When I grew up I joined the army. However my desire for God-experience grew so strong that after some years I resigned and decided to devote my life to sadhana. I wanted to become a sannyasin but could not because I had a wife and children to look after.
I started visiting Swamis and asked each one point blank: “Have you seen God and can you show me God?” I would allow no hedging. If they began to talk around it I said: “Please give me a straight yes or no.” I found no one who could answer `yes’ and returned to my home in the Punjab feeling very depressed.
One day my wife was just serving my midday meal when a sadhu came and stood in the doorway.

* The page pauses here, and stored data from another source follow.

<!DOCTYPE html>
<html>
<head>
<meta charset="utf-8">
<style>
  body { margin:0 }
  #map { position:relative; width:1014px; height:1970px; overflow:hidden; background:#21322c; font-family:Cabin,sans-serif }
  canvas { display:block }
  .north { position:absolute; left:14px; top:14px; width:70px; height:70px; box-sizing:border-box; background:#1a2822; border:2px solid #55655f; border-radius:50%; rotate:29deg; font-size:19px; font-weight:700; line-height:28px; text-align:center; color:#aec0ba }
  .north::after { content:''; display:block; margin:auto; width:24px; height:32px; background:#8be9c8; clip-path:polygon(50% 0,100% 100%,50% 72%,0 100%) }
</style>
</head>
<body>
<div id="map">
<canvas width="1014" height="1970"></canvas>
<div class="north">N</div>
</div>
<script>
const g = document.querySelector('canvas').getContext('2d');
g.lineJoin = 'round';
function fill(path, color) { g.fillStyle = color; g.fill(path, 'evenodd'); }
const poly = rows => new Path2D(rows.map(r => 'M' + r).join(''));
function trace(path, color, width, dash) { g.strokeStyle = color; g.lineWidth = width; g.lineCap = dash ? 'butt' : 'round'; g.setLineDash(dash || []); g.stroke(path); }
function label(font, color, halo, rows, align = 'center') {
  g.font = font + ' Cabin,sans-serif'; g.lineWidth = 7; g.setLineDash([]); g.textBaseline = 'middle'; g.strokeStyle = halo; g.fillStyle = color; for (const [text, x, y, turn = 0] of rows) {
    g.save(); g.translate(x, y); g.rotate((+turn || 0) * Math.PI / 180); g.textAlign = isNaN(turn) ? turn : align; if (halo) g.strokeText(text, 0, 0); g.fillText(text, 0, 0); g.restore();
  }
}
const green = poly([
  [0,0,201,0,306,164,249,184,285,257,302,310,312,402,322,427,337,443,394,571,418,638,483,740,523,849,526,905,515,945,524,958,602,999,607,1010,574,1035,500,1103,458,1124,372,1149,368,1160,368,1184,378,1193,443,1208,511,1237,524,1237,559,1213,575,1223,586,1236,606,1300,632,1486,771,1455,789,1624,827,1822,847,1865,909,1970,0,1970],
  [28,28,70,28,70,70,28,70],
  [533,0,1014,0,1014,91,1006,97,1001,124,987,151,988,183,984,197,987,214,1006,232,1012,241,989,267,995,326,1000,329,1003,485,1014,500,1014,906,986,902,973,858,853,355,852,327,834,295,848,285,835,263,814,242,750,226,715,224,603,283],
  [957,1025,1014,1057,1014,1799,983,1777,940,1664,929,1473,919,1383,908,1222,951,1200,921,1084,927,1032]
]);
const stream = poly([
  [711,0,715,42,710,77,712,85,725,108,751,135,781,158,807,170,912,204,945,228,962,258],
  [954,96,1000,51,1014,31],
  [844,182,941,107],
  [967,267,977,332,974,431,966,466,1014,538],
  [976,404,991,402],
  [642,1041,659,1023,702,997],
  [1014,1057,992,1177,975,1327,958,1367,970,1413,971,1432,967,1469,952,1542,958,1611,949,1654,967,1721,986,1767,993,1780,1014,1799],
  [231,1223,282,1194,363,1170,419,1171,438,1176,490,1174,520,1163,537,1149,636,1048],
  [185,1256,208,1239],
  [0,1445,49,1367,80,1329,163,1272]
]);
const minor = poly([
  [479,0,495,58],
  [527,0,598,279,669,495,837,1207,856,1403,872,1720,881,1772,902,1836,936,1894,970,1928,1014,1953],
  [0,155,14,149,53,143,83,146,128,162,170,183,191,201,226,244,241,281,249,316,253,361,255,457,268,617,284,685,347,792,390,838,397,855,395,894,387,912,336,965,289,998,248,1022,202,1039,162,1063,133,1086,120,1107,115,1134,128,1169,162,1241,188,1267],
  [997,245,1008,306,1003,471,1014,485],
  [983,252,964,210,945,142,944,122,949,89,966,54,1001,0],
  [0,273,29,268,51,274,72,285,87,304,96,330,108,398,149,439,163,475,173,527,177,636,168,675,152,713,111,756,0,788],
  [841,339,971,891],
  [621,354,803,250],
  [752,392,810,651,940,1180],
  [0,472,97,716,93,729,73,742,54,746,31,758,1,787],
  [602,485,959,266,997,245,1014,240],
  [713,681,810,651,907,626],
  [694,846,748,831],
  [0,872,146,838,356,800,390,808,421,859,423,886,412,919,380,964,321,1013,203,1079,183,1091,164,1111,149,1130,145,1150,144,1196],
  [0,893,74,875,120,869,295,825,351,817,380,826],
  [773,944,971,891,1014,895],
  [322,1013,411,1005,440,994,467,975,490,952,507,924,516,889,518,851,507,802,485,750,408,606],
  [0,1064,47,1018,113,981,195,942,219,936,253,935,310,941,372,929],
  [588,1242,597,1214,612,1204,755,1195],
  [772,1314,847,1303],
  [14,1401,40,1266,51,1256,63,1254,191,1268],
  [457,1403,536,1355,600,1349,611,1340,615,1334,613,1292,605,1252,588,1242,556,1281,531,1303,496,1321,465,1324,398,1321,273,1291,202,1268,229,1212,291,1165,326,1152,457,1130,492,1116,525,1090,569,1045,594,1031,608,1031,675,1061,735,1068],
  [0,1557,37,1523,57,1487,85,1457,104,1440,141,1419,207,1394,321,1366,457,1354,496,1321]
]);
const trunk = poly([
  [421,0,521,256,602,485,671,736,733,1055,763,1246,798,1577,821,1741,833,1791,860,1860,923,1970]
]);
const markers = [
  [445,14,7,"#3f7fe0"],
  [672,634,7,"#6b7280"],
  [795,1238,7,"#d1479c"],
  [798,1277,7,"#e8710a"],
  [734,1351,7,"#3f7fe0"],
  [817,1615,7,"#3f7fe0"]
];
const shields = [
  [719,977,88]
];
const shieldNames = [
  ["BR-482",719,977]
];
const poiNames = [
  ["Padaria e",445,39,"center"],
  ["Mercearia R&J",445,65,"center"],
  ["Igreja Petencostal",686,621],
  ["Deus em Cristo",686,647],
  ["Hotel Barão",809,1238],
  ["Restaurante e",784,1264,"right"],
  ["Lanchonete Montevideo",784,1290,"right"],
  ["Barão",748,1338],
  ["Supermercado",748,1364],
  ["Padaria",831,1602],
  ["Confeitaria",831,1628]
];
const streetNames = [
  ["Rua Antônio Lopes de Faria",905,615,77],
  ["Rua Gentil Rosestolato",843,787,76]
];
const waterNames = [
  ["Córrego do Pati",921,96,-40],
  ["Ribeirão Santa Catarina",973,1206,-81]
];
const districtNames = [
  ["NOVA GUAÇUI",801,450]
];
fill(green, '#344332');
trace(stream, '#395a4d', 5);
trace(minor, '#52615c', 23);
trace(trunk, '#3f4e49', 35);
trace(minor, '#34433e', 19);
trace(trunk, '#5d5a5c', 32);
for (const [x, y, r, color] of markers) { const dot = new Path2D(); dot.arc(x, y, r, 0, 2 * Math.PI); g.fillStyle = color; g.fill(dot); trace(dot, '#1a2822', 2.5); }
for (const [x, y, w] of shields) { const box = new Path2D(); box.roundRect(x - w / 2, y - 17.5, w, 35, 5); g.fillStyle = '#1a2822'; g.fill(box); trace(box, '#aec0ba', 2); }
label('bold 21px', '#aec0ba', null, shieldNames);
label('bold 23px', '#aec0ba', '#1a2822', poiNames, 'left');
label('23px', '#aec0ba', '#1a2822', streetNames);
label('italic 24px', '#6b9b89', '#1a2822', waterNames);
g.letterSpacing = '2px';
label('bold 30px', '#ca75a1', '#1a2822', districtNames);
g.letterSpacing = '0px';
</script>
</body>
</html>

I invited him in and told her to serve him food too and then asked him whether he could direct me to a Swami who could show me God. He told me that I could find what I was looking for from Ramana Maharshi of Tiruvannamalai.
It was the first time that I had heard of the Maharshi or of Tiruvannamalai, so I wrote down both names. But how was I to get there? It was right down in the South, and my funds were almost exhausted. However, the next day I saw an advertisement in the paper for an ex-army man to run a canteen in Madras. I applied and was at once given the post and my fare paid.

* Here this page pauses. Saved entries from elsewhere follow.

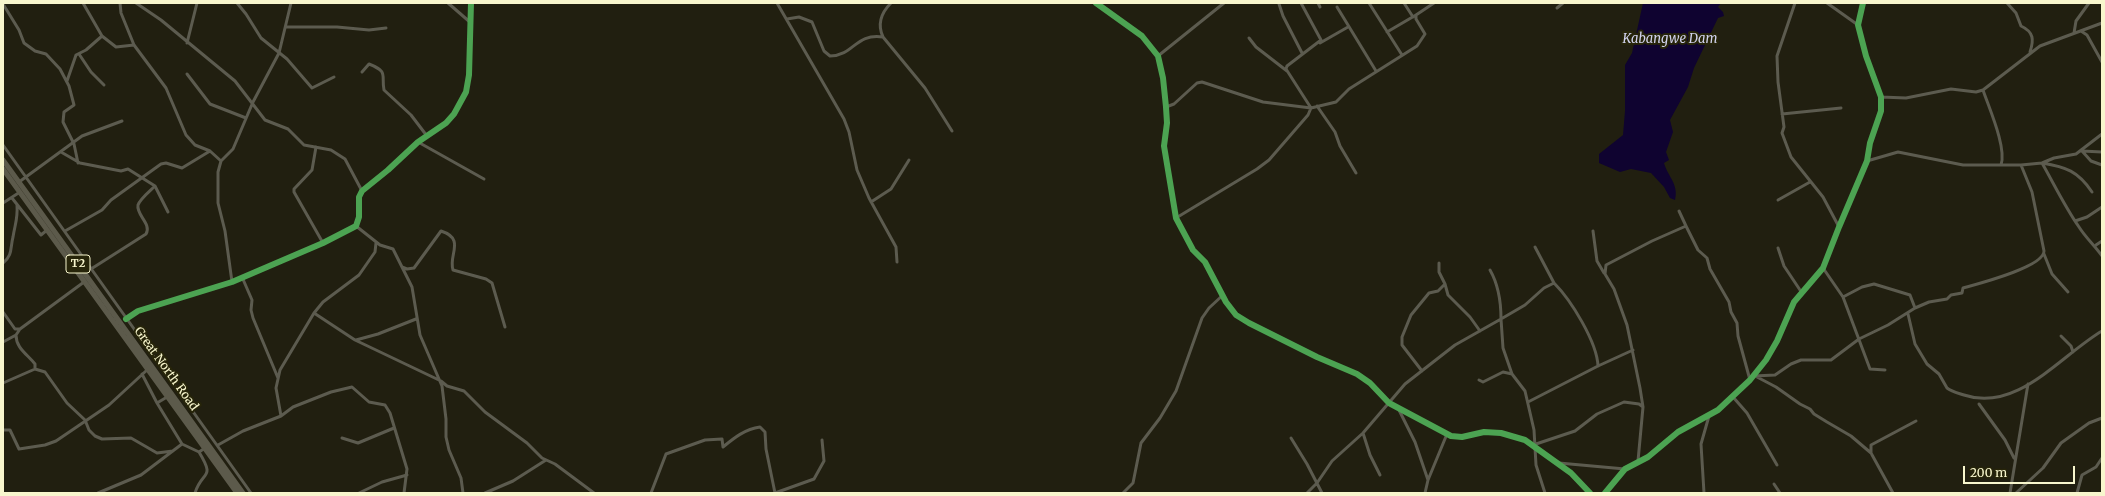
<!DOCTYPE html>
<style>
body{margin:0}
#map{position:relative;width:2105px;height:496px;overflow:hidden;background:#211f10;font-family:Merriweather,serif}
canvas{display:block}
.frame{position:absolute;inset:0;border:4px solid #f8f6cd;pointer-events:none}
.scale{position:absolute;left:1963px;top:466px;width:112px;height:18px;box-sizing:border-box;border:2px solid #f8f6cd;border-top:0;padding-left:5px;font-size:12px;line-height:14px;white-space:nowrap;color:#f8f6cd;-webkit-text-stroke:3px #27250a;paint-order:stroke}
</style>
<div id="map">
<canvas width="2105" height="496"></canvas>
<div class="frame"></div>
<div class="scale">200 m</div>
</div>
<script>
const c = document.querySelector('canvas').getContext('2d');
c.lineJoin = 'round';
function fillPath(path, color) { c.fillStyle = color; c.fill(path, 'evenodd'); }
function strokePath(path, color, width, dash) { c.strokeStyle = color; c.lineWidth = width; c.lineCap = dash ? 'butt' : 'round'; c.setLineDash(dash || []); c.stroke(path); }
function drawText(font, color, halo, rows, align = 'center') {
  c.font = font + ' Merriweather,serif'; c.lineWidth = 4; c.setLineDash([]); c.textBaseline = 'middle'; c.strokeStyle = halo; c.fillStyle = color; for (const [text, x, y, turn = 0] of rows) {
    c.save(); c.translate(x, y); c.rotate((+turn || 0) * Math.PI / 180); c.textAlign = isNaN(turn) ? turn : align; if (halo) c.strokeText(text, 0, 0); c.fillText(text, 0, 0); c.restore();
  }
}
const water = new Path2D(`
 M1643,3H1721L1718,7L1723,12L1724,16L1718,18L1694,68L1688,87L1670,120L1673,132L1666,152L1669,160L1664,163C1668,177 1679,184 1675,200L1670,198L1664,187L1651,173L1631,169L1620,172L1599,163V154L1623,135L1625,111V65L1632,53Z`);
const street = new Path2D(`
 M83,3L102,36L116,47L134,45
 M120,3L121,13L134,45L166,88L186,135L195,145L210,151L221,161
 M136,3L161,20L235,81L265,120L288,129L304,145L331,150L345,159L362,191
 M237,3L246,14L261,38L287,59L312,88L334,77
 M448,3L471,23
 M777,3L844,119L849,132L857,170L869,198L896,247L897,262
 M891,3C881,13 877,24 883,37L925,88L952,131
 M1096,3L1142,36L1158,56L1163,78L1166,107L1167,123L1164,146L1176,218L1193,250L1205,262L1226,302L1236,315L1249,323L1317,357L1357,374L1370,383L1389,403L1451,436L1462,437L1484,432L1501,433L1525,440L1571,473L1590,493
 M1318,3L1320,7
 M1369,3L1402,55
 M1404,3L1413,17
 M1795,3L1777,56L1778,82L1784,127L1782,133L1791,157L1823,197L1839,227
 M1827,3L1858,25
 M2007,3L2016,13L2021,26C2034,32 2034,40 2030,52
 M3,4L19,30L24,43L35,51L46,54L60,69L69,86L74,105L64,112L63,122L74,144L78,163
 M1279,4L1283,16L1302,53
 M1337,7L1376,71
 M1557,8L1563,3
 M787,19L799,17L812,22L824,51L830,56C855,55 855,33 883,37
 M287,27H337L369,30L386,28
 M2081,31L2087,35L2102,62
 M1387,32L1416,15
 M2074,33L2076,21L2089,3
 M1249,38L1256,47L1287,71
 M187,43L197,3
 M1320,43L1348,27
 M79,54L91,72L104,85
 M1158,56L1224,3
 M362,72L369,64C389,72 381,75 384,90L411,115L427,136
 M187,74L210,104L246,118
 M67,81L76,55L86,50L102,36
 M1983,90C1989,108 2007,148 2001,165
 M1881,97L1906,98L1951,89L1976,92L1983,90L2040,46L2102,23
 M1317,106L1335,132L1340,146L1356,173
 M1166,107L1174,104L1197,83L1202,82L1263,102L1311,108L1336,102L1349,89L1417,46L1425,34L1416,19V15L1434,3
 M1782,114L1841,108
 M418,142L484,179
 M3,145L251,493
 M316,147L312,170L294,189V192L323,243
 M2082,151L2091,161L2102,165
 M2082,151L2102,152
 M61,152L80,163L121,171L128,169L155,186C150,191 140,199 138,205C136,215 152,224 146,234L91,269
 M1867,161L1898,152L1963,165H2021L2042,163L2054,158L2076,154L2102,134
 M2042,163C2054,184 2065,207 2079,227C2086,238 2095,246 2102,256
 M2042,163C2066,167 2078,171 2092,192
 M19,182L82,136L122,121
 M155,186L168,212
 M12,198L41,235L47,230
 M1778,200L1810,182
 M871,202L891,189L909,160
 M3,203L20,192
 M1679,211L1686,226
 M1176,218L1257,169L1269,160L1308,115L1311,108L1286,69L1287,66L1321,40L1301,3
 M2075,221L2087,217L2102,207
 M356,226L380,245L393,249L412,287L420,335L442,386L446,419V437L449,450L461,478L463,493
 M65,231L102,210L111,200L161,164L166,163L182,168L210,151
 M1593,231L1597,261L1604,273
 M2096,245L2102,241
 M1535,247L1554,283
 M1778,248L1784,266L1802,293
 M2044,254L2052,274L2068,292
 M3,263C13,255 10,248 13,237C15,224 18,219 17,205
 M1439,263V272L1445,284
 M402,267L407,269L414,268L441,231C466,239 448,255 453,270L486,279L492,283L505,327
 M1823,268L1843,297L1870,369L1885,370
 M1490,270C1498,284 1501,303 1501,319L1525,305L1544,288L1554,283C1571,300 1597,342 1598,366
 M242,277L252,300L251,310L253,318L278,378
 M232,282L225,231L218,203V172L221,161L233,149L253,102L279,53L291,3
 M1843,297L1862,287L1874,284L1910,295L1915,308
 M3,312L15,329H20
 M314,313L355,340L441,381L447,386L464,391L485,412L527,443L542,458L555,464L594,493
 M1908,314L1915,344L1927,364L1939,374L1947,388C1952,392 1958,393 1964,395C2017,413 2061,355 2102,331
 M126,319L138,311L232,282L323,243L356,226L359,217V197L362,191L388,170L418,142L446,123L454,114L466,92L469,75L471,3
 M16,335C16,348 27,354 35,364V369
 M2061,336L2071,346L2073,352
 M356,340L378,334L416,319
 M3,342L16,335L20,329L84,282
 M1422,371L1402,345V337L1411,315L1429,293L1438,291L1445,284L1448,295L1470,317L1480,331
 M142,374L157,403L182,444L199,452
 M1754,376L1775,375L1791,364L1801,360H1831L1859,339L1888,325L1915,308L1929,302L1947,299L1951,295L1962,293L1963,288C1977,284 2044,267 2044,251L2032,192L2021,165
 M1757,377L1776,387L1800,404L1810,409L1814,414L1827,422L1851,436L1871,453L1893,493
 M1479,380L1483,382L1503,372L1512,374
 M3,383L35,369L45,372L67,403L85,420L89,430L95,436L102,439L131,438L157,453L173,451
 M1733,397L1747,413L1777,465
 M1528,402L1598,366L1633,350
 M157,403L167,397
 M1979,404L2005,440L2014,458
 M1399,410L1415,442L1428,480
 M281,416L276,388L280,370L314,313L323,302L359,275L375,252L376,243
 M3,430H10L19,449L45,445L56,441L109,405L147,370
 M1363,433L1370,455L1380,475
 M342,438L358,443L394,428
 M1291,438L1307,464L1322,493
 M1536,444L1575,431L1597,414L1624,402L1639,404L1643,407
 M218,445L243,431L281,416L293,407L331,392L352,387L369,402L385,405L390,413L407,469L404,493
 M1871,453V445L1916,421
 M1638,461L1643,407L1640,388L1627,325L1614,289L1605,274L1606,265L1652,241L1686,226L1698,250L1707,258L1710,269L1729,302L1731,312L1737,323L1738,336L1750,380
 M1559,463L1625,469
 M1774,484L1780,493
 M98,493L141,475L182,444
 M195,493C202,470 216,480 199,452L205,448
 M359,493L382,482L407,475
 M485,493L513,481L546,460
 M651,493L666,454L705,440L722,439L723,447C734,438 745,429 760,427L765,432L766,449L775,493
 M775,493L814,479L824,461L822,440
 M1123,493L1133,483L1141,443L1160,418L1176,391L1202,318L1209,308L1223,295
 M1307,493L1317,483L1332,461L1363,433L1405,384L1455,345L1501,319L1503,348L1512,374L1525,391L1534,430L1536,465L1545,493
 M1425,493L1428,480L1447,434
 M1605,493L1625,469L1648,457L1678,432L1718,410L1750,380L1766,360L1777,341L1794,302L1823,268L1839,227L1867,161L1870,143L1881,111V97L1866,56L1858,25L1863,3
 M1704,493L1701,444L1709,416
 M2010,493L2028,384
 M2016,493L2043,468L2061,443L2089,423L2102,418
 M2077,493L2082,475L2096,467L2102,458`);
const primary = new Path2D(`
 M3,160L243,493
 M3,169L237,493`);
const cycleway = new Path2D(`
 M1096,3L1142,36L1158,56L1163,78L1166,107L1167,123L1164,146L1176,218L1193,250L1205,262L1226,302L1236,315L1249,323L1317,357L1357,374L1370,383L1389,403L1451,436L1462,437L1484,432L1501,433L1525,440L1571,473L1590,493
 M126,319L138,311L232,282L323,243L356,226L359,217V197L362,191L388,170L418,142L446,123L454,114L466,92L469,75L471,3
 M1605,493L1625,469L1648,457L1678,432L1718,410L1750,380L1766,360L1777,341L1794,302L1823,268L1839,227L1867,161L1870,143L1881,111V97L1866,56L1858,25L1863,3`);
const shields = [
 [78,264,24]
];
const shieldNames = [
 ["T2",78,264]
];
const streetNames = [
 ["Great North Road",166,369,54]
];
const waterNames = [
 ["Kabangwe Dam",1670,39]
];
fillPath(water, '#0f0330');
strokePath(street, '#5c5b4f', 3);
strokePath(primary, '#5c5a4b', 5);
strokePath(cycleway, '#4ca352', 6);
for (const [x, y, w] of shields) { const box = new Path2D(); box.roundRect(x - w / 2, y - 9, w, 18, 3); c.fillStyle = '#27250a'; c.fill(box); strokePath(box, '#f8f6cd', 1); }
drawText('bold 11px', '#f8f6cd', null, shieldNames);
drawText('12px', '#f8f6cd', '#27250a', streetNames);
drawText('italic 13px', '#d1d2ee', '#27250a', waterNames);
</script>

When I got to Madras I said that I must first pay a visit to Tiruvannamalai before taking up my duties. Arriving there, I dumped my bedding in the Ashram dormitory and went into the meditation hall; and who should I see there on the couch but the sadhu who had visited me at my home in the Punjab!

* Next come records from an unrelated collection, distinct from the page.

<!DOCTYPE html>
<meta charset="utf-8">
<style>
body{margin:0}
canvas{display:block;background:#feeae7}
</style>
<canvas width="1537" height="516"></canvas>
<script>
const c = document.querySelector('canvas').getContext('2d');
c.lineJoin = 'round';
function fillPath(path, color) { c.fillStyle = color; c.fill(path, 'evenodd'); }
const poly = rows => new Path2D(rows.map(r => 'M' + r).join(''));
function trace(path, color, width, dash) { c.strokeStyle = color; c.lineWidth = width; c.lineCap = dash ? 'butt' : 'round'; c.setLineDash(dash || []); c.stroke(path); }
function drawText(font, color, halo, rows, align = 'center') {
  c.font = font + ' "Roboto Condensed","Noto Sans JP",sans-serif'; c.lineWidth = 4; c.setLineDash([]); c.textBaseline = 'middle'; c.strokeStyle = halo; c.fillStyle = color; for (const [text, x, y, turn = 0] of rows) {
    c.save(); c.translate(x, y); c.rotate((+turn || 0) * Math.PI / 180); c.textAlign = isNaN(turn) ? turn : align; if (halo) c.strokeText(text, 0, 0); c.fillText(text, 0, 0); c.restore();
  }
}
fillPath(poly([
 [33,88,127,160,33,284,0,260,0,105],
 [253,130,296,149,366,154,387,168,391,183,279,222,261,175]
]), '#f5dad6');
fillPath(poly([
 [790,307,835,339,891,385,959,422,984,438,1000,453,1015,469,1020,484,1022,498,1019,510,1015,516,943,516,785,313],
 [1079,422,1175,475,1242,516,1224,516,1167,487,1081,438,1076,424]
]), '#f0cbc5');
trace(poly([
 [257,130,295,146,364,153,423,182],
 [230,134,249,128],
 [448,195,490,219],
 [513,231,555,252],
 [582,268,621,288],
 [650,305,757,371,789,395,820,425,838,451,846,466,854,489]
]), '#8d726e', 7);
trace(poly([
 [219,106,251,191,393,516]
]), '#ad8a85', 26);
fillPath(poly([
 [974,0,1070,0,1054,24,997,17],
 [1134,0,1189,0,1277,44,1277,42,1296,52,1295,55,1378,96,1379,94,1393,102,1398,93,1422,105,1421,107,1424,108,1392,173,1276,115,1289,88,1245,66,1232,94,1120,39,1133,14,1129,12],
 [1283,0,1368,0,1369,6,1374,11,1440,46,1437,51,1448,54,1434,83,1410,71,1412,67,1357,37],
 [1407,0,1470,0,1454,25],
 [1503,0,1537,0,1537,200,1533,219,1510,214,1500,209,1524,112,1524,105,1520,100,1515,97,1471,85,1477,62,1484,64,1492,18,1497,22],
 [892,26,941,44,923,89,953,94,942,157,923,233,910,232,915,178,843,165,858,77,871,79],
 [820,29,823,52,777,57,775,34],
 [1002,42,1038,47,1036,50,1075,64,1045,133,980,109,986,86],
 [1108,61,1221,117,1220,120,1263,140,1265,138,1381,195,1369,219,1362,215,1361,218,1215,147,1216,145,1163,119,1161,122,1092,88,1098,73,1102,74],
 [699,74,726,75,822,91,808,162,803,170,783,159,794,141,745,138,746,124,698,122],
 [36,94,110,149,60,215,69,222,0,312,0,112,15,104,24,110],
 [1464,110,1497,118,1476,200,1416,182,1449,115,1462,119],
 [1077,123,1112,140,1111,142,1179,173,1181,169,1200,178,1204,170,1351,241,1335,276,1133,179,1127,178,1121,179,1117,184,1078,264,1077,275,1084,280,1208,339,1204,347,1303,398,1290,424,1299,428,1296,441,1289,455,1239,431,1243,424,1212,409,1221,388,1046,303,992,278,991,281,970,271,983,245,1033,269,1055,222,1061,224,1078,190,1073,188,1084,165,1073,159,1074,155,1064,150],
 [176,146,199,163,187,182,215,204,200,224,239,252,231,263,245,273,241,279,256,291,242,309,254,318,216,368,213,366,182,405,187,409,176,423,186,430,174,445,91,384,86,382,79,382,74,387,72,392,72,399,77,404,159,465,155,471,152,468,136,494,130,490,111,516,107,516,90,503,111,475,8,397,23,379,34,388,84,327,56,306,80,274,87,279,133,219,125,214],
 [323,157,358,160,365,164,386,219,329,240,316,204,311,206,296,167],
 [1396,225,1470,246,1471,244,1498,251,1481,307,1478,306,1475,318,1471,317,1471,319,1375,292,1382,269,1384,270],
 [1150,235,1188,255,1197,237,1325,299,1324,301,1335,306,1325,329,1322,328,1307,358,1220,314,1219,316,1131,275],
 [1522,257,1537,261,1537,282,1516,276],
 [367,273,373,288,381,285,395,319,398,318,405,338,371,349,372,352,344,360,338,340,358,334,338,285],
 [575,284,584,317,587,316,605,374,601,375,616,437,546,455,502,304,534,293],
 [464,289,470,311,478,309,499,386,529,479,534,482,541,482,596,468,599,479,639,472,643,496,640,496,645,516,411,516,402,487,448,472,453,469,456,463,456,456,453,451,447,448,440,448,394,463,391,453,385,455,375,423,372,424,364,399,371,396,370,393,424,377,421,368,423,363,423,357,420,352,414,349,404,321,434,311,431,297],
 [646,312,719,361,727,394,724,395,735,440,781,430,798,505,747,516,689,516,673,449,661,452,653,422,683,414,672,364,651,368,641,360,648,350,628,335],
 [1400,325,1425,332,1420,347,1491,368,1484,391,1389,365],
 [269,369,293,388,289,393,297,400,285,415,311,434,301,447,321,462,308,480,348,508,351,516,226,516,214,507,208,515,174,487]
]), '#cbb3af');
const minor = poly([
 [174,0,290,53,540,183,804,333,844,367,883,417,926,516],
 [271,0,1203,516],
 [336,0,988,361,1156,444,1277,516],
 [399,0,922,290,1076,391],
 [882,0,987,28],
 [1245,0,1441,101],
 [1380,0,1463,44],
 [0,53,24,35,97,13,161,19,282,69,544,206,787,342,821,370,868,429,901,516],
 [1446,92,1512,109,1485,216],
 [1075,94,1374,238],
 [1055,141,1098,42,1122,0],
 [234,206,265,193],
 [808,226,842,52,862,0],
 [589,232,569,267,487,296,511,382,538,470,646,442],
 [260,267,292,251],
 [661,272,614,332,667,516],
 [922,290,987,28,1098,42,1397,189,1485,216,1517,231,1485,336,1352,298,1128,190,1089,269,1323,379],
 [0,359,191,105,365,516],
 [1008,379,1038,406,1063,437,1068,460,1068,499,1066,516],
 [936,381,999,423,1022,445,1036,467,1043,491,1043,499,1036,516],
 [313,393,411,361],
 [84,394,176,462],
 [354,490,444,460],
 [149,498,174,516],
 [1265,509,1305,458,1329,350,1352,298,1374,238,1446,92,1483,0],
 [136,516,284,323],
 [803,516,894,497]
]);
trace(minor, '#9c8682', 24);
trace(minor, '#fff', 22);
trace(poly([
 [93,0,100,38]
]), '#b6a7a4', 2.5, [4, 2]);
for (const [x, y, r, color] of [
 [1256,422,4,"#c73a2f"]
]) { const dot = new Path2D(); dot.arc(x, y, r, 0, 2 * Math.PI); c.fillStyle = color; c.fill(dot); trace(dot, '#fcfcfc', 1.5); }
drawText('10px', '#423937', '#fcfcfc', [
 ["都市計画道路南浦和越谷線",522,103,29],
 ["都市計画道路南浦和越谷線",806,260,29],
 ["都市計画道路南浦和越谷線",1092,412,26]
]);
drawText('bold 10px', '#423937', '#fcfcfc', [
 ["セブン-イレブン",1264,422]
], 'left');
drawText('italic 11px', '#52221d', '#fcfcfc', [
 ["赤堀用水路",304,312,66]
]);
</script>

I decided that he was a fraud. He had been travelling about India boosting himself and had then taken a train back and arrived before me. So I got up and left the hall. I got my bedding and was just putting it back on the horse-cart that had brought me from the station when a devotee asked me why I was leaving so soon. I told him and he said: “It must be a mistake, because the Maharshi has never left this place since he first came nearly fifty years ago. Either it was someone else you saw or he appeared to you by supernatural power.” So I was back to the hall.
As soon as I had an opportunity to see Bhagavan alone I asked him my usual question. I added: “It’s a bargain. I am willing to pay any price, even my life, but your part of the bargain is to enable me to see God.”
At first he sat silent, but I said “That’s no good; I don’t understand silence. Please give me a straight answer.”
Then he said: “I can enable you rather to be God than to see God.”
That puzzled me. I had very little understanding then.
A few days later I went for a walk in the rough country at the foot of the north slope of Arunachala and fell into a state of ecstasy during which I again had a vision of Sri Krishna. When I got back I told Bhagavan. He asked me: “can you see Krishna now?”
I said, “No; only when I have a vision.”
So he said: “What is the use of a God who comes and goes? If he is a real God he should be with you always.”
That shocked me. Again I almost lost faith in him, but some of the devotees explained to me. Before I left for Madras I asked Bhagavan for a mantra but he did not give me one. I asked him for permission to take sannyas, but he refused.
However, shortly after my return to Madras he appeared to me in a dream and gave me a mantra. Soon after this I had a vision of God in human form. This was followed by a great change in me. I lost interest in all the ritual and incantations and breathing exercises that I had been doing up to then. For instance, I used to get up at three o’clock in the morning to attend to my statue of Sri Krishna. All such things ceased to interest me. I was very worried about this. I thought it meant I had become an atheist.
At the first opportunity I went to Tiruvannamalai. I told Bhagavan about the change that had come over me and how I had lost interest in all the ritual that I had been practising regularly for so many years past.
Bhagavan looked steadily at me for some time and then said something to me in Tamil which I was told, on enquiry, meant “You, that is me, that is Bhagavan.” These words sank into my heart and I experienced the most wonderful feeling of bliss I had ever known.
It was from this time that I began to understand Bhagavan and his teaching.